I want to share with you my re-entry into motorcycling after a 35-year hiatus. My last bike had been a 1973 Yamaha RT 360 Enduro, owned brand new for one year and quickly sold to accommodate my post-secondary education as an Industrial Arts teacher in Winnipeg. Fast forward to retirement from the public school system and on to a gig as an instructor at an adult ed trade school in Winnipeg.
My usual mode of transport to work was a bicycle, even during Winnipeg’s cruel winter. I decided a small scooter would be a rewarding tool to help me in the summer heat. Sure, I had a cage to drive if I wished, but rush hour motoring is never fun. I purchased a 2010 Honda SH150i. It was a blast around town, twist and go, with very little demand required from the rider. But on the highway, two-up with my wife, it was dearly wanting for speed and power. Being a gear head, I had put a slip-on pipe on the 150 to make it at least sound like a motorcycle instead of a sewing machine. After one month of ownership, Honda Canada was blowing out new Silver Wing 600 scooters for $6,500, and of course the little 150 was traded without a second thought.
Another two years passed, and I was getting bored. The Silver Wing had plenty of power for long distance rides, loaded with wife and luggage, but I needed more. I wanted the shifting, clutching, and total experience of a real motorcycle. The Silver Wing, even with my installation of an aftermarket performance exhaust system, just wasn’t cutting it for me. The two words “needed and wanted” were the cause of considerable consternation between my wife and me over going big or going home. After constant negotiation and begging on my part, she agreed that I could get my dream motorcycle. I had even gone so far as to suggest we just sell the Silver Wing and be done with it, as I was that unstimulated by scootering.
By now you’re probably asking what the hell did I want? A thundering, vibrating V-twin? Absolutely not. A fast and great handling sport tourer? Not interested. A Gold Wing with all the comforts of a country club membership? Not for me.
I wanted an anomaly, a bike that was smooth as silk, as powerful as almost anything on the road, and most of all a bike that would make me want to jump on and ride. That bike was a black Honda F6B bagger.
We are now at late summer 2014. I found one carryover black ’13 F6B at a tiny Honda dealer in the town of Pine Falls, Manitoba. I phoned the store and talked to the dealer principal, the shop foreman, sales manager, and the parts manager—they were all one and the same. He said he’d take my Silver Wing in trade, and I should just ride on out and take the F6B for a test ride. After a 90-minute ride from the big city to the town of 1,200 with my brother-in-law on his 600 Shadow, I saw the bike. The dealer had put an aftermarket tinted windscreen on. It looked fantastic. I was even more excited by the Cobra 6-2-6 slip on mufflers he had also installed. He gave me the keys, and I started it up, blipping the throttle to enjoy the sweet sound of a perfectly balanced flat six. It was music to my ears. However, the party ended rather abruptly as soon as I throttled back in third gear at 60 km/h to cruise through the town before hitting the road and letting her rip. The drone coming from the mufflers was so obnoxious I quickly made a beeline back to the garage. I told the owner I couldn’t even consider owning the bike with the slip-ons. He said, “You’re kidding. When I test rode the bike I didn’t hear any drone and thought the mufflers really complemented the bike.” We spent the next half hour together reinstalling the stock mufflers. I was in Shangri La again.

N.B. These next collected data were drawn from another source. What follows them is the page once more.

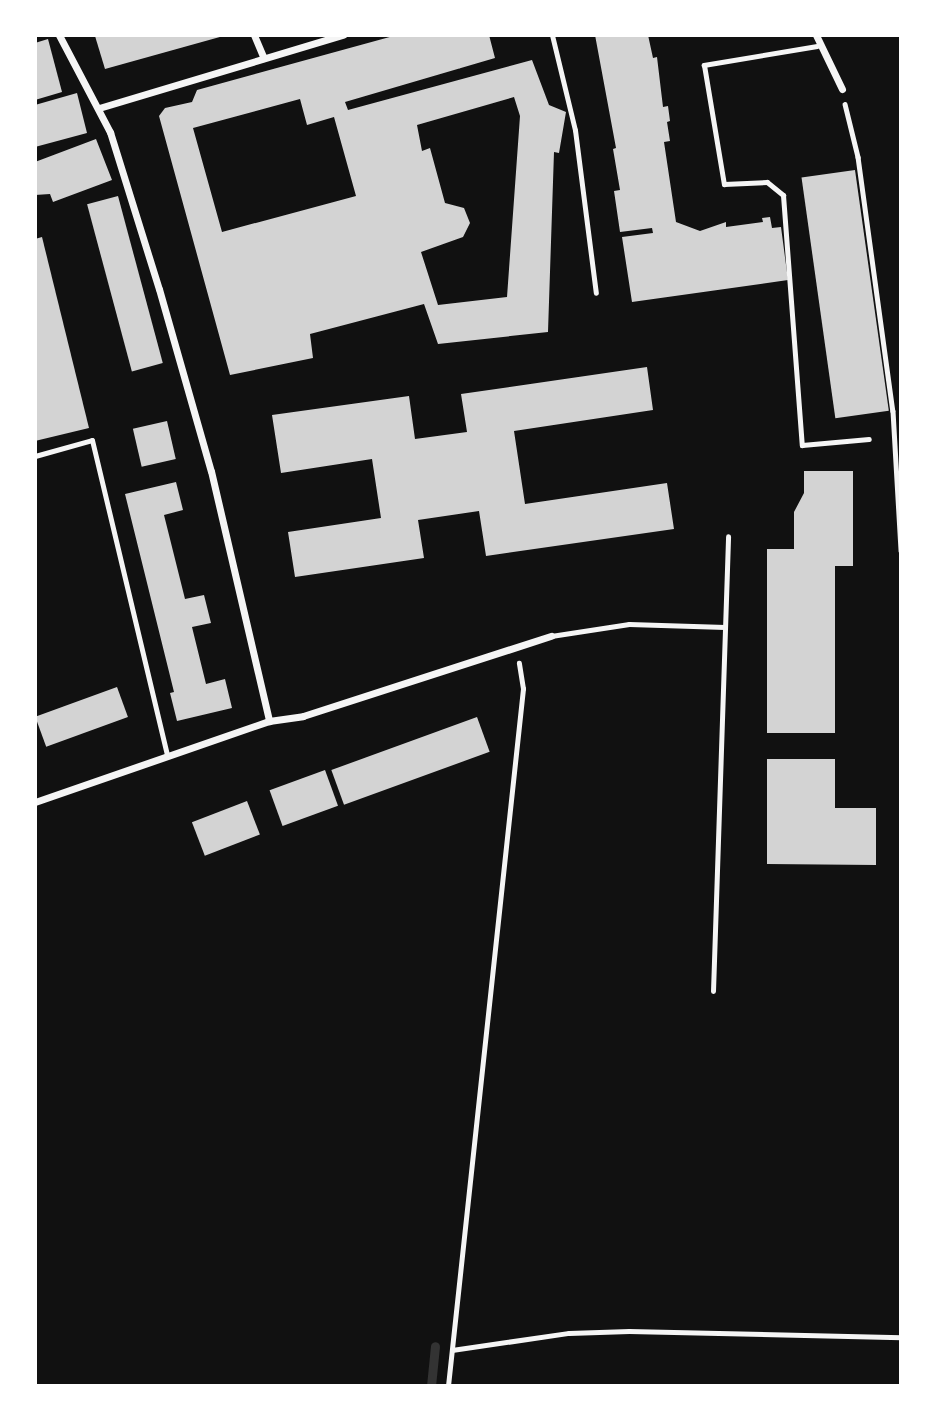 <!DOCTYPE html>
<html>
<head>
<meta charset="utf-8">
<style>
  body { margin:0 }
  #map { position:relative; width:936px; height:1421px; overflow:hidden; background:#111; font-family:"Asap Condensed",sans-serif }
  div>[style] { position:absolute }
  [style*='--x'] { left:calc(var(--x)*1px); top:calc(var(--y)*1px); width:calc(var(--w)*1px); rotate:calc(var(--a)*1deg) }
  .stream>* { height:9px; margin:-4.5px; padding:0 4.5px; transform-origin:4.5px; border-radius:4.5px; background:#333 }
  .building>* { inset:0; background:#d3d3d3; transform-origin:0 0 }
  .path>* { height:4.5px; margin:-2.25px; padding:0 2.25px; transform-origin:2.25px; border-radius:2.25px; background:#f5f5f5 }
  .service>* { height:5px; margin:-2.5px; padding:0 2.5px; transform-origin:2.5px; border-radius:2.5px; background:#f5f5f5 }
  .minor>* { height:7px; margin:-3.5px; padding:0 3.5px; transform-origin:3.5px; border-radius:3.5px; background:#f5f5f5 }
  span { translate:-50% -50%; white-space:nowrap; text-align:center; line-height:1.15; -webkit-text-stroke:5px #fff; paint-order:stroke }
  .frame { position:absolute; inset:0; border:37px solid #fff; pointer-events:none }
</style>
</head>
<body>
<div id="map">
  <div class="stream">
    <div style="--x:431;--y:1386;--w:40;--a:-84.3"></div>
  </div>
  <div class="building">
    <div style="clip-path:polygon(227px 35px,105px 69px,95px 36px,97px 35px)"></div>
    <div style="clip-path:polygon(evenodd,397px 35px,489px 35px,495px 58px,345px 102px,348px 110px,532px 60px,549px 105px,566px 112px,559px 153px,554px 152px,548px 332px,438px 344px,424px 304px,310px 334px,313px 358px,230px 375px,159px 116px,165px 108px,192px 102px,197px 90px,397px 35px,514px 97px,520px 116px,507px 297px,438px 305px,421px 252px,463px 237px,470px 223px,464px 208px,445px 203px,430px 148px,422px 151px,417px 125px,514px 97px,397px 35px,300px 99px,307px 125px,334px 117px,356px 196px,222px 232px,193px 128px,300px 99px)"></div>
    <div style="clip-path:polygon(595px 35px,648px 35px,653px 58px,657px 57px,663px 107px,668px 106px,670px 121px,667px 122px,670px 141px,664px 142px,676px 222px,700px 231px,726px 222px,726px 227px,763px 222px,762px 218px,770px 217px,772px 228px,781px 227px,788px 280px,632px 302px,622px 237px,653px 233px,652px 228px,620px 232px,614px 191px,620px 190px,613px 149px,616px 148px)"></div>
    <div style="clip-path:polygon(48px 39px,62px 92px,35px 100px,35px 43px)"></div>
    <div style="clip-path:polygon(77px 93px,87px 133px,35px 147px,35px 105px)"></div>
    <div style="clip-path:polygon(96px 139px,112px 180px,53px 202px,50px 194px,35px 195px,35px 162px)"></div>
    <div style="left:855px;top:170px;width:243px;height:54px;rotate:82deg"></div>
    <div style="left:118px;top:196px;width:173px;height:32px;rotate:75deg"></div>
    <div style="clip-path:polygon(42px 237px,89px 428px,35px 441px,35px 239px)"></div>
    <div style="clip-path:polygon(647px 367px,653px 410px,514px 431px,525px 504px,667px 483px,674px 529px,486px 556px,479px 511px,418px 520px,424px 558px,295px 577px,288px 532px,381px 518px,372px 459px,281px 473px,272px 415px,409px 396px,415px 439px,467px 432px,461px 394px)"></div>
    <div style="left:167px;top:421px;width:39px;height:35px;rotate:77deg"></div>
    <div style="clip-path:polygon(804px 471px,853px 471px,853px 566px,835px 566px,835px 733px,767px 733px,767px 549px,794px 549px,794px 512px,804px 493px)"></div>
    <div style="clip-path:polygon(176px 482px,183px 510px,164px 515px,185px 599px,204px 595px,211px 623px,192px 627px,206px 684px,225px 679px,232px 708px,177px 721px,170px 693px,174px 692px,125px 494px)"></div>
    <div style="left:117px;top:687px;width:32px;height:87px;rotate:70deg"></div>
    <div style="left:477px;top:717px;width:37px;height:155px;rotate:70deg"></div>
    <div style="clip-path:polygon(767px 759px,835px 759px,835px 808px,876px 808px,876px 865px,767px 864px)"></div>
    <div style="left:325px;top:770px;width:38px;height:59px;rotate:70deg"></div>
    <div style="left:247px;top:801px;width:36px;height:59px;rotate:69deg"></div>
  </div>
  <div class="path">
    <div style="--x:845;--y:104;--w:55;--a:76.2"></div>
    <div style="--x:858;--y:157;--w:256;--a:82.2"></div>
    <div style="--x:893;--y:411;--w:140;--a:86.7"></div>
    <div style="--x:452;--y:1350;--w:118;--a:-8.3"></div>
    <div style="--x:569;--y:1333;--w:60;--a:-1.9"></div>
    <div style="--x:629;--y:1331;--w:272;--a:1.3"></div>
    <div style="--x:448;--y:1386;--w:701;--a:-83.86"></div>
    <div style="--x:523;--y:689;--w:26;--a:-99"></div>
  </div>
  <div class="service">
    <div style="--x:552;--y:35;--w:98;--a:76.4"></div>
    <div style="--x:575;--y:130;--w:164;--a:82.7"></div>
    <div style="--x:817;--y:46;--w:115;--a:170.5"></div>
    <div style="--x:704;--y:65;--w:121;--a:80.5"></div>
    <div style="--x:724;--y:184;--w:43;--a:-2.7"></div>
    <div style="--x:767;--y:182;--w:21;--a:39"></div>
    <div style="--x:783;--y:195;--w:251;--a:85.7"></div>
    <div style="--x:802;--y:445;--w:67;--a:-5.1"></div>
    <div style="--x:35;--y:456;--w:59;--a:-15.7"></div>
    <div style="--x:92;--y:440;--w:324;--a:76.6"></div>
    <div style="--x:551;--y:636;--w:79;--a:-8.7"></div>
    <div style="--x:629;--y:624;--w:96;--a:1.8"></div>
    <div style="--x:713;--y:991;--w:455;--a:-88.1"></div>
  </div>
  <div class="minor">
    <div style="--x:59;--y:35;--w:110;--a:62.3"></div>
    <div style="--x:110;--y:132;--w:164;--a:72.7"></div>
    <div style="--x:159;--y:289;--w:189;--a:74.1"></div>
    <div style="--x:211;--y:471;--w:257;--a:76.9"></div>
    <div style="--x:254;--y:35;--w:25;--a:67"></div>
    <div style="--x:816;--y:35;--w:60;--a:64.3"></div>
    <div style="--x:99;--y:108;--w:255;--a:-16.7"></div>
    <div style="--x:35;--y:802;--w:248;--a:-19.1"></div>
    <div style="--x:269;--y:721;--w:34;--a:-8"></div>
    <div style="--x:303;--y:716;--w:261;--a:-17.9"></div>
  </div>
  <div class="frame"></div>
</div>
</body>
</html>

The deal was made, paperwork signed, and my brother-in-law and I hit the road back to Winnipeg. The first half of the route passes through beautiful Canadian Shield topography, complete with lots of tight high-speed turns through narrow blasted passages of igneous outcrops. The bike handled the curves like a locomotive on rails. Exiting the Shield out onto the prairie, the road was a deserted ribbon of smooth asphalt. I twisted the throttle and left my riding companion invisible in my mirrors. The bike jumped from 100 to 150 km/h in seconds. I was elated. When we stopped halfway back to take a break, he said I had a grin from ear to ear.
That was in August of 2014. I’m now age 66, have 20,000 kilometres on the bike, have added many farkles and sparkles, and am champing at the bit to ride again in Spring. There is nothing I like more than going for a long ride out in the country, my bike humming along with the oldies from the stereo reminding me of my youth. That elixir of stimulation and nostalgia no doubt contributes to my wellbeing and positive psyche.
My message to all motorcyclists out there is this: Time seems to go by exponentially faster the older we get. If you’re not happy with your ride or your riding, do something about it. Enjoy our great sport as long as you can.